⟨

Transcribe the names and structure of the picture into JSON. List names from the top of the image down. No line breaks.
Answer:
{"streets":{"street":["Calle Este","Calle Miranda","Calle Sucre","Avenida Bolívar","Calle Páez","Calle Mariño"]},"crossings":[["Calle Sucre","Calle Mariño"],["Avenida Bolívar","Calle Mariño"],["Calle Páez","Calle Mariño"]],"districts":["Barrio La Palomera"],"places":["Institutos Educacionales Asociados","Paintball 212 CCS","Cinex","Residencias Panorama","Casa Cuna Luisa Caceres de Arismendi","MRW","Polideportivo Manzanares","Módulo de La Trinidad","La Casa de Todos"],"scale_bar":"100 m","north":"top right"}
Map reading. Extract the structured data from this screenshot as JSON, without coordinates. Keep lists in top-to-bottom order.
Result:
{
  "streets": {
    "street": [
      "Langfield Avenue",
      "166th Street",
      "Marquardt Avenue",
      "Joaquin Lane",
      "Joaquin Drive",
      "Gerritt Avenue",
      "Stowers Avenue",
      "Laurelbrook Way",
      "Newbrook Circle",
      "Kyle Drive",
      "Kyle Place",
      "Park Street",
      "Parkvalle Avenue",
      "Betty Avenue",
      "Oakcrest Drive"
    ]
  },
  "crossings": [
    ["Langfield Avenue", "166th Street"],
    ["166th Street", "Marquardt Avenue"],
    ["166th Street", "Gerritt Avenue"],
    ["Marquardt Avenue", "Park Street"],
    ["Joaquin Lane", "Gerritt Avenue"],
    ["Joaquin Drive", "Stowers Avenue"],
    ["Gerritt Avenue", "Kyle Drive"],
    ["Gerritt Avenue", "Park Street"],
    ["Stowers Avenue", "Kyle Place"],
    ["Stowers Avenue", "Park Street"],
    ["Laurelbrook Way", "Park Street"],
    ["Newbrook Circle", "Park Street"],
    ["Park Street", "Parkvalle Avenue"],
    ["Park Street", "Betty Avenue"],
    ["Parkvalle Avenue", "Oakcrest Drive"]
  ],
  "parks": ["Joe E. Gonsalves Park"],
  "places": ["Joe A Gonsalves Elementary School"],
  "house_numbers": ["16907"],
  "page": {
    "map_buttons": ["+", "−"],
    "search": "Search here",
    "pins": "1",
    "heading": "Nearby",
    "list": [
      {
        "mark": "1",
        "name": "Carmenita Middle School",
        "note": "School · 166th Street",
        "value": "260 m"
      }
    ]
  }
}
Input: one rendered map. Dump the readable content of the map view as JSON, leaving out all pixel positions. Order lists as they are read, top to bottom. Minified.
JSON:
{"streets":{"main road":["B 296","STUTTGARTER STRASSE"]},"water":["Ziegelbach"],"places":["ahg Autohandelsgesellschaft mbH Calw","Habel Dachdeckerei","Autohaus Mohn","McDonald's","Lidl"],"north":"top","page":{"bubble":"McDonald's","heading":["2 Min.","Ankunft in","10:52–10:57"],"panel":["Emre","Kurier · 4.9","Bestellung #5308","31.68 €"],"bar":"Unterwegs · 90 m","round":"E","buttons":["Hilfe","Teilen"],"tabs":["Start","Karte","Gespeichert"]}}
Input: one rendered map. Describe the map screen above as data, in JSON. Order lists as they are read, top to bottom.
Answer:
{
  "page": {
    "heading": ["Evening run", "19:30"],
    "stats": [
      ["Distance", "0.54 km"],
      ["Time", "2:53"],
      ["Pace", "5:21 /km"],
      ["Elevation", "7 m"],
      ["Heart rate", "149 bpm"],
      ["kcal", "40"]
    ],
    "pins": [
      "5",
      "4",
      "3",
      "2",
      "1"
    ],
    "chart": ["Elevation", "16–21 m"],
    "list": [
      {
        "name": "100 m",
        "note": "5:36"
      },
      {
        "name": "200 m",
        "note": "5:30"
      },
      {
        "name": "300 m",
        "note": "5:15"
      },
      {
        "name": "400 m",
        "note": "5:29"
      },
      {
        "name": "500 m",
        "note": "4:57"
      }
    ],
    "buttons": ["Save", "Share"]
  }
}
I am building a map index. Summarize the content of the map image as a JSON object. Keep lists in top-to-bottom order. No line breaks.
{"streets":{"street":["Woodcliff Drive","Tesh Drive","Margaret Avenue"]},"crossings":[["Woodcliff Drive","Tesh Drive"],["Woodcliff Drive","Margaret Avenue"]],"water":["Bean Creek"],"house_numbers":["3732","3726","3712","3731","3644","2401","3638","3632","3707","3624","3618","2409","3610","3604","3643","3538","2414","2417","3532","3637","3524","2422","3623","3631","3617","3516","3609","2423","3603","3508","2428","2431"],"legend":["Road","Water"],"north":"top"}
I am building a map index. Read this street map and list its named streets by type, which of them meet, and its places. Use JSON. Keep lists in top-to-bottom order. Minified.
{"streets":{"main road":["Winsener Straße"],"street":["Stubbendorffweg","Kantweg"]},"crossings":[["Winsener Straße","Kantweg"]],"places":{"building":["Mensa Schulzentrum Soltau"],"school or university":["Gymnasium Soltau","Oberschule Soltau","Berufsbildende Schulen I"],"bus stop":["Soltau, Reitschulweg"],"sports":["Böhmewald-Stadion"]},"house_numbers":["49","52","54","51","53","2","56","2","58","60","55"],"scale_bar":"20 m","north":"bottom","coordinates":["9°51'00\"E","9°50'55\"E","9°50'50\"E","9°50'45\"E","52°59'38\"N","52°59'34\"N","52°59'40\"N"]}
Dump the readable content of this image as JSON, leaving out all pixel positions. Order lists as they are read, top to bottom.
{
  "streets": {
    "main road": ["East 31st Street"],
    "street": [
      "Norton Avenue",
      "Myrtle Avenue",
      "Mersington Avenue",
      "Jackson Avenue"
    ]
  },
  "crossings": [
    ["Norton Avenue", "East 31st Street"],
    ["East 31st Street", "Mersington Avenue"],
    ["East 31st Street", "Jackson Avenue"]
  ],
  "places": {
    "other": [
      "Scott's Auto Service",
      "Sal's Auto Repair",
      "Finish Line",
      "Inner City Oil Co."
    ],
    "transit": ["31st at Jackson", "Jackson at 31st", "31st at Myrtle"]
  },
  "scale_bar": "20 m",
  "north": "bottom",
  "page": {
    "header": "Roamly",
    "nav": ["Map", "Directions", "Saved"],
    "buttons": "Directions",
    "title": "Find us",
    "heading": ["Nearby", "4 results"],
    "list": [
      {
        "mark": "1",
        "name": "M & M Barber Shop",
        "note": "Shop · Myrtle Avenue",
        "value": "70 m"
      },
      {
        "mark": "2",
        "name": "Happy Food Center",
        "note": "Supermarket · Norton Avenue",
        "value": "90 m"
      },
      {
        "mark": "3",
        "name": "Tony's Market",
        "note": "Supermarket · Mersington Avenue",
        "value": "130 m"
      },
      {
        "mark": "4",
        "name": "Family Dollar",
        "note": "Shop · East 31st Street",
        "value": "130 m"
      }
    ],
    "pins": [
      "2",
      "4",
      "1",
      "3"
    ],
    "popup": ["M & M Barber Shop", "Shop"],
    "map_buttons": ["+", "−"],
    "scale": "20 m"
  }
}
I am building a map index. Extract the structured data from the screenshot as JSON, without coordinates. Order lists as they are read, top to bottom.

⟩

## Work instructions
Report the lines above that have the word "Extract" in them.

## Result
Map reading. Extract the structured data from this screenshot as JSON, without coordinates. Keep lists in top-to-bottom order.
I am building a map index. Extract the structured data from the screenshot as JSON, without coordinates. Order lists as they are read, top to bottom.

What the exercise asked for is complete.